Meg se echó a reír al ver que su hija no sabía qué hacer con aquello. Kon también rió alegremente y le lanzó a Meg una mirada curiosa, como preguntándose de dónde había sacado aquel pequeño tesoro. La relajada alegría con que le hablaba a su hija le recordó a Meg vivamente otro tiempo y otro lugar. Un tiempo, siete años atrás, en que ella estaba locamente enamorada de él y era libre para expresar su amor. Una noche. en su hotel de San Petersburgo, con Constantin sentado en el suelo junto a ella, como en ese momento… Solo que ahora era la cara de Anna la que acariciaba y sus gruesos rizos los que despeinaba.

– Mira esto, Anochka.

Con gran habilidad, Kon separó las dos mitades de la muñeca. Anna vio dentro una muñeca idéntica pero más pequeña y gritó de alegría.

– Ábrela -dijo Kon.

En un momento, hubo catorce mitades diseminadas por la alfombra.
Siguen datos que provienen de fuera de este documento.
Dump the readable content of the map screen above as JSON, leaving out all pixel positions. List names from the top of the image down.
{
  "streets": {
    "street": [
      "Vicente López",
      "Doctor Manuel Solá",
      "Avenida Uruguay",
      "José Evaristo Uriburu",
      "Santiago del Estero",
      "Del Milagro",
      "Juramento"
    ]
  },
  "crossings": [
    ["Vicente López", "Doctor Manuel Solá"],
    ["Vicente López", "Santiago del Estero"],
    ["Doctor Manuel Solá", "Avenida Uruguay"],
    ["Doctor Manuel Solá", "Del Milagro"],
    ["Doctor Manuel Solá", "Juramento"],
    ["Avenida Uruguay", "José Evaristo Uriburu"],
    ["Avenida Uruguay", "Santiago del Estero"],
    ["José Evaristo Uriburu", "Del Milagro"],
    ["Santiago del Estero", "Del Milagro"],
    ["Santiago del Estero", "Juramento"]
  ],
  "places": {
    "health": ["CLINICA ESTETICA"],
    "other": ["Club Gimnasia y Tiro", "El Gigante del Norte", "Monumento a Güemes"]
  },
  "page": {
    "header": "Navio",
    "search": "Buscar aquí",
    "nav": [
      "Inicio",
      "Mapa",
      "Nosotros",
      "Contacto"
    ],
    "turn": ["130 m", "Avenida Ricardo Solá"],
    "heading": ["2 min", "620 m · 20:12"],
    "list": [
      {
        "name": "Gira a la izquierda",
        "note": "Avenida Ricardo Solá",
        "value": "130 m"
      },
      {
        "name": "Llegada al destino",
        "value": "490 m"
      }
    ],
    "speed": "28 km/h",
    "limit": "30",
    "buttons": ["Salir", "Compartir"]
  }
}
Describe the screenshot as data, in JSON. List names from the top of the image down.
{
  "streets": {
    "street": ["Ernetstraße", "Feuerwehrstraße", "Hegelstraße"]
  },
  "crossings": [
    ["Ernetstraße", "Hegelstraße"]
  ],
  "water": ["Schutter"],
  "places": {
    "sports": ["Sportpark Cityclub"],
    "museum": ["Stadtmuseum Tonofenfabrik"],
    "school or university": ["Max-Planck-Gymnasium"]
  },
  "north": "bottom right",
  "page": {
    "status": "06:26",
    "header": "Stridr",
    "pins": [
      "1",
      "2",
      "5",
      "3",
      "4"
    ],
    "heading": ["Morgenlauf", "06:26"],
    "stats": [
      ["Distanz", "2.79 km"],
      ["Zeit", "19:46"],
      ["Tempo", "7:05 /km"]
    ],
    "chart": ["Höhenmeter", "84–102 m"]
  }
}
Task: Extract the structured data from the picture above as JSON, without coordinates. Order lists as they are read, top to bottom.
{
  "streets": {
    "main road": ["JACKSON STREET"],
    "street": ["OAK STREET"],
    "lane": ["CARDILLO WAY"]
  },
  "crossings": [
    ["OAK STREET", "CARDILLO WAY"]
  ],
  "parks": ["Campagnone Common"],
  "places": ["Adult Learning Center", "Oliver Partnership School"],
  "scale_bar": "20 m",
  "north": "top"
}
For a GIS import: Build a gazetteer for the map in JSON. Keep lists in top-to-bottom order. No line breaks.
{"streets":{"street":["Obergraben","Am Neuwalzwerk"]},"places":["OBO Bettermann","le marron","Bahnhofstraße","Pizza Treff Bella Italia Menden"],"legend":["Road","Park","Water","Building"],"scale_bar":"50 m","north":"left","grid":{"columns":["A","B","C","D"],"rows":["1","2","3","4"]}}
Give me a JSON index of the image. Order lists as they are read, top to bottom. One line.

Anna se sentó con el ceño fruncido por la concentración e intentó volver a unirlas.

Meg pensó que era el momento de darle a Kon su regalo.

– Espero que te guste -dijo, nerviosa, preguntándose demasiado tarde si no sería un error regalarle aquello. Tal vez no querría nada que le recordara lo que había dejado atrás.

Él tomó el paquete y se sentó para desenvolverlo. Anna estaba demasiado ocupada con las muñecas para darse cuenta de lo silenciosa que se había quedado la habitación, pero Meg se sintió incómoda por el silencio. Retuvo el aliento mientras Kon observaba el cuadro. ¿Qué estaba pensando?

– Es… un paisaje de los Urales. Debes de añorar Rusia y, como me dijiste que te gustaba escaparte allí, pensé que…

– Meggie… -él apretó con fuerza el marco del cuadro.

– Yo también tengo un regalo para ti, papá.

Anna dejó las mitades de las muñecas que no lograba encajar y se escurrió detrás del árbol para sacar su regalo. Cuando se lo dio a Kon, él lo sacudió junto a su oreja, haciéndola reír.

– Me pregunto qué me habrá regalado mi pequeña Anochka.

Anna no pudo esperar más.

– Es un… un icono, ¿no, mamá?

La sonrisa de Kon se convirtió en una expresión respetuosa cuando sacó con mucho cuidado la placa de madera y siguió reverentemente con un dedo el halo dorado de la figura.

Anna saltó por encima de los perros y se arrodilló junto a su padre.

– Es el Niño Jesús con su mamá -dijo-. Mamá me dijo que era de Rusia. ¿Te gusta, papá?

Él tomó a Anna en sus brazos y hundió la cara entre sus rizos.

– Me gusta mucho -respondió-. Me gusta casi tanto como tú.

En voz baja, dijo algunas palabras en ruso que hicieron que a Meg se le llenaran los ojos de lágrimas. Para ocultar su turbación, se puso a abrir una caja de dulces que le había enviado su jefe y otra de Ted.

– ¿Dónde está el regalo de mamá? -preguntó Anna.

– Tu padre ya me lo ha dado -dijo Meg, antes de que él respondiera-. ¿Te acuerdas de ese bonito abrigo negro que llevé al teatro la otra noche?

Anna asintió.

– En realidad, tengo otro regalo para tu madre, pero no ha llegado a tiempo.

– No, por favor -Meg agarró una cesta de fruta, regalo de la señora Rosen, y se fue a la cocina a vigilar el pavo, evitando la intensa mirada de Kon-. No quiero nada más. Ya has hecho bastante por nosotras.